Ces divers désagréments n’ont cependant pas suffi à compromettre le succès de la mission. Depuis chacun des quatre campements établis au cœur du massif forestier, les deux biologistes ont inlassablement sillonné leur terrain de recherche selon un plan en étoile permettant de couvrir le maximum de territoires possible. À charge de leurs assistants de les guider, d’ouvrir le terrain à la machette et de grimper sur les arbres lorsqu’il s’est agi de recueillir des espèces haut perchées dans la canopée.

« L’objectif était de récolter tout ce qui était en fleur ou fertile, qu’il s’agisse de plantes à fleurs, de conifères, de fougères, de mousses ou de lichens, précise Alessandra Havinga. Même si cela ne constitue qu’une première étape, à la fin de la campagne, nous avons réuni 1049 spécimens différents, pour la plupart en quatre exemplaires. »

Pour parvenir à ce résultat, les deux chercheuses et les auxiliaires malgaches n’ont pas compté leurs efforts. Sur le campement, la journée type commençait ainsi aux alentours de 6 heures du matin afin de profiter de quelques heures de répit avant les premières averses qui surviennent en général dans l’après-midi. Après un solide petit déjeuner, l’équipe, munie de son matériel, part ensuite à la chasse aux échantillons jusqu’au retour au campement, vers 17h30. Après une tasse de thé pour se réchauffer quelque peu, il faut ensuite préparer la presse, en retirer les plantes sèches et y placer la récolte de la journée, opération qui prend entre une heure et une heure trente. Vient alors le temps de se restaurer, en général d’une portion de riz agrémentée de haricots, avant de pouvoir enfin profiter d’un moment de détente. Une routine répétée six jours sur sept, les longues heures de marche effectuées dans la semaine exigeant de pouvoir récupérer des forces de temps à autre.

« Le processus de séchage est particulièrement délicat, souligne Alessandra Havinga. Il faut être très attentif au réglage des bonbonnes de gaz qui sont en dessous de la presse. Si le feu est trop fort, les échantillons brûlent, ce qui a failli nous arriver une fois. À l’inverse, si la flamme est trop faible, tout risque de moisir une fois stocké dans les sacs. Et là, il n’y a pas d’autre choix que de nettoyer au mieux et de désinfecter ce qui peut l’être, ce que nous avons été obligés de faire à une occasion. »

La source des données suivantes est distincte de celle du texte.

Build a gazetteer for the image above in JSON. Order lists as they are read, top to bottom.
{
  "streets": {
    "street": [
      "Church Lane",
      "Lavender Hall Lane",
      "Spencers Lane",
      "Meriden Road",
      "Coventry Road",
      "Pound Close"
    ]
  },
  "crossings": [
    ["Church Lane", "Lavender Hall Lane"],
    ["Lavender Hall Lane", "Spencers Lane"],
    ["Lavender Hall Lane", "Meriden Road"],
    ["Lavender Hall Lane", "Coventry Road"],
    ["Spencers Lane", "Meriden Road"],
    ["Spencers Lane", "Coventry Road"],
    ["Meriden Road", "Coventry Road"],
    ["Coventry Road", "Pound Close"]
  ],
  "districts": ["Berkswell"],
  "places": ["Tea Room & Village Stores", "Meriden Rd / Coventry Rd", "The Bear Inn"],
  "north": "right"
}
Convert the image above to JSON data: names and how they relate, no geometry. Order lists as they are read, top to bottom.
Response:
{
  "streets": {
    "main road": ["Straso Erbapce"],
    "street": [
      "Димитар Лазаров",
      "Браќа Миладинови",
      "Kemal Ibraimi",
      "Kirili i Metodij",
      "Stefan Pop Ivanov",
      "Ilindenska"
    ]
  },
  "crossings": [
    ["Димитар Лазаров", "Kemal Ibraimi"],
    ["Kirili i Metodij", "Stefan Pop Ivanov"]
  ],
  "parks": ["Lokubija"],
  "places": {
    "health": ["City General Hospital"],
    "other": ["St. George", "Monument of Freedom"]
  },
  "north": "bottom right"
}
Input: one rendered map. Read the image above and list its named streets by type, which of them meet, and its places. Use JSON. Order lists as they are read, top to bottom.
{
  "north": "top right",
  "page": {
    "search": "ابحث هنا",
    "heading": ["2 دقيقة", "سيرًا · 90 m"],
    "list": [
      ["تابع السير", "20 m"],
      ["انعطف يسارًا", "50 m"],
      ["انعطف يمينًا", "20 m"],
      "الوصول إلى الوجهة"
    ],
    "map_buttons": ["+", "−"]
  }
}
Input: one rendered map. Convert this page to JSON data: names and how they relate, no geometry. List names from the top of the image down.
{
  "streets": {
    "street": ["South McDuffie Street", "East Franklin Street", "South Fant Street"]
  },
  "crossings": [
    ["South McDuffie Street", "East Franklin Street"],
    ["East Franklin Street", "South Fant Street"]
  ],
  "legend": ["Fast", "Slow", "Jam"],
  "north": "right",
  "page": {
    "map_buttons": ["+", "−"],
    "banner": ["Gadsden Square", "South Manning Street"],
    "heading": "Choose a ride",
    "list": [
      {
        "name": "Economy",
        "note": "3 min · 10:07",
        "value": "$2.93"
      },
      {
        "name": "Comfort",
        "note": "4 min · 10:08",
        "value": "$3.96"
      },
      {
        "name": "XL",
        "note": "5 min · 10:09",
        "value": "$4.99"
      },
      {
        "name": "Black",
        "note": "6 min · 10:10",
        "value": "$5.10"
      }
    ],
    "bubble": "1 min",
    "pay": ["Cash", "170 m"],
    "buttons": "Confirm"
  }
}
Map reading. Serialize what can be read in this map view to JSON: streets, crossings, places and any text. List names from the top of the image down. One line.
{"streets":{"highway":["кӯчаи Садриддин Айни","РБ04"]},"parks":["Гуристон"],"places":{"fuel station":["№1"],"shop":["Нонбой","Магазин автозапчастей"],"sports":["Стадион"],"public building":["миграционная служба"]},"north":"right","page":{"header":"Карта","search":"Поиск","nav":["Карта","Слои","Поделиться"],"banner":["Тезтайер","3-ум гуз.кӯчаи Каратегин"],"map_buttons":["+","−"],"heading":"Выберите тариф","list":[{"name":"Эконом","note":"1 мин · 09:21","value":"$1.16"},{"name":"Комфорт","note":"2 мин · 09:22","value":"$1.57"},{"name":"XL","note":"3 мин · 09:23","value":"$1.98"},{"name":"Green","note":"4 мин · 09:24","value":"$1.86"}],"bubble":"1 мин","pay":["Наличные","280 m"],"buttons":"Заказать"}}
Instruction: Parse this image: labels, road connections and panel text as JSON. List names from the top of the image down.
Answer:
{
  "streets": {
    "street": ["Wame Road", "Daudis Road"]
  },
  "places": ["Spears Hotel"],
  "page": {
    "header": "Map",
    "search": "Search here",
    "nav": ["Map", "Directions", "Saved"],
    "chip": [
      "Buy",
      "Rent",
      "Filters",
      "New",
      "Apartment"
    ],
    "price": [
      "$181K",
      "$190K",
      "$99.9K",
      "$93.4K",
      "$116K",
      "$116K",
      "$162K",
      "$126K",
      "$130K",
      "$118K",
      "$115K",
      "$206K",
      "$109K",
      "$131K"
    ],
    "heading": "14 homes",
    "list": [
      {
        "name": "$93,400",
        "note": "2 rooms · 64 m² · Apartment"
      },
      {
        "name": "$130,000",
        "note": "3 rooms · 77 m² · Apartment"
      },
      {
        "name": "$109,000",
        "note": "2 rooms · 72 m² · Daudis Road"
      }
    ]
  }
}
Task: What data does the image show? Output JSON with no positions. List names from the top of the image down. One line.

À en croire la principale intéressée, le jeu en vaut toutefois largement la chandelle. Même si les échantillons prélevés sur place doivent encore être analysés pour en avoir le cœur net, ils contiennent en effet de manière très probable quelques espèces encore inconnues. Quoi qu’il en soit, l’ensemble des essences récoltées fera l’objet d’une publication qui, sous la forme d’un annuaire, fournira une description précise ainsi que des informations sur le lieu de prélèvement et la végétation avoisinante. Ces données devraient permettre de mieux comprendre le rôle que joue le massif du Sorata, qui se situe à la limite entre trois des cinq domaines biogéographiques de la Grande Île, dans la migration des espèces entre le nord et le sud.

En collaboration avec les organisations locales de conservation, elles permettront également de développer des outils et des moyens pour protéger le Sorata et reboiser ses marges le plus efficacement possible. Voire d’étendre la maigre zone protégée actuellement pour y inclure la partie nord-ouest du massif qui se trouve aux plus basses altitudes et qui est donc particulièrement exposée à la menace de la déforestation.